WORK TO BE COMPLETED: Reproduce all records below exactly.

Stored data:
-------

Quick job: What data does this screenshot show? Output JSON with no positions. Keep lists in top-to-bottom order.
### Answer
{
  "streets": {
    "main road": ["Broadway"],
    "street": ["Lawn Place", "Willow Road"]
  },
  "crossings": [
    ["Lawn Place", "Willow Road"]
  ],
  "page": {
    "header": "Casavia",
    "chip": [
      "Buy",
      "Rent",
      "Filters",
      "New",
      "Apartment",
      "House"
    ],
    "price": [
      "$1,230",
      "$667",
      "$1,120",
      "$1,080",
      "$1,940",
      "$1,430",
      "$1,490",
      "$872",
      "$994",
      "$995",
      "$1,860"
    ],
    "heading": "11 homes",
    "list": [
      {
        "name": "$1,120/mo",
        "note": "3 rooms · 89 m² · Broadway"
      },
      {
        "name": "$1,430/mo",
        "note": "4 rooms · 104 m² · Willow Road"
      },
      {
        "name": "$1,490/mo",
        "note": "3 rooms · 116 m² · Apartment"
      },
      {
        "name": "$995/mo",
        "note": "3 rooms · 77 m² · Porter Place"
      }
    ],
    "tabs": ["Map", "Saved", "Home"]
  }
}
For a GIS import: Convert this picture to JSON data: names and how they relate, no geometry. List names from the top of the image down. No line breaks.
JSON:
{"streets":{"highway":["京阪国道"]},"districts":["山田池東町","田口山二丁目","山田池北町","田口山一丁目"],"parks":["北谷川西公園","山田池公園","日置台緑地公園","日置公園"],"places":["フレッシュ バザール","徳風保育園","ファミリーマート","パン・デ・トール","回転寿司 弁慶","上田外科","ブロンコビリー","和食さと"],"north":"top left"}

-------

REPLY TO THE EXERCISE:
Quick job: What data does this screenshot show? Output JSON with no positions. Keep lists in top-to-bottom order.
### Answer
{
  "streets": {
    "main road": ["Broadway"],
    "street": ["Lawn Place", "Willow Road"]
  },
  "crossings": [
    ["Lawn Place", "Willow Road"]
  ],
  "page": {
    "header": "Casavia",
    "chip": [
      "Buy",
      "Rent",
      "Filters",
      "New",
      "Apartment",
      "House"
    ],
    "price": [
      "$1,230",
      "$667",
      "$1,120",
      "$1,080",
      "$1,940",
      "$1,430",
      "$1,490",
      "$872",
      "$994",
      "$995",
      "$1,860"
    ],
    "heading": "11 homes",
    "list": [
      {
        "name": "$1,120/mo",
        "note": "3 rooms · 89 m² · Broadway"
      },
      {
        "name": "$1,430/mo",
        "note": "4 rooms · 104 m² · Willow Road"
      },
      {
        "name": "$1,490/mo",
        "note": "3 rooms · 116 m² · Apartment"
      },
      {
        "name": "$995/mo",
        "note": "3 rooms · 77 m² · Porter Place"
      }
    ],
    "tabs": ["Map", "Saved", "Home"]
  }
}
For a GIS import: Convert this picture to JSON data: names and how they relate, no geometry. List names from the top of the image down. No line breaks.
JSON:
{"streets":{"highway":["京阪国道"]},"districts":["山田池東町","田口山二丁目","山田池北町","田口山一丁目"],"parks":["北谷川西公園","山田池公園","日置台緑地公園","日置公園"],"places":["フレッシュ バザール","徳風保育園","ファミリーマート","パン・デ・トール","回転寿司 弁慶","上田外科","ブロンコビリー","和食さと"],"north":"top left"}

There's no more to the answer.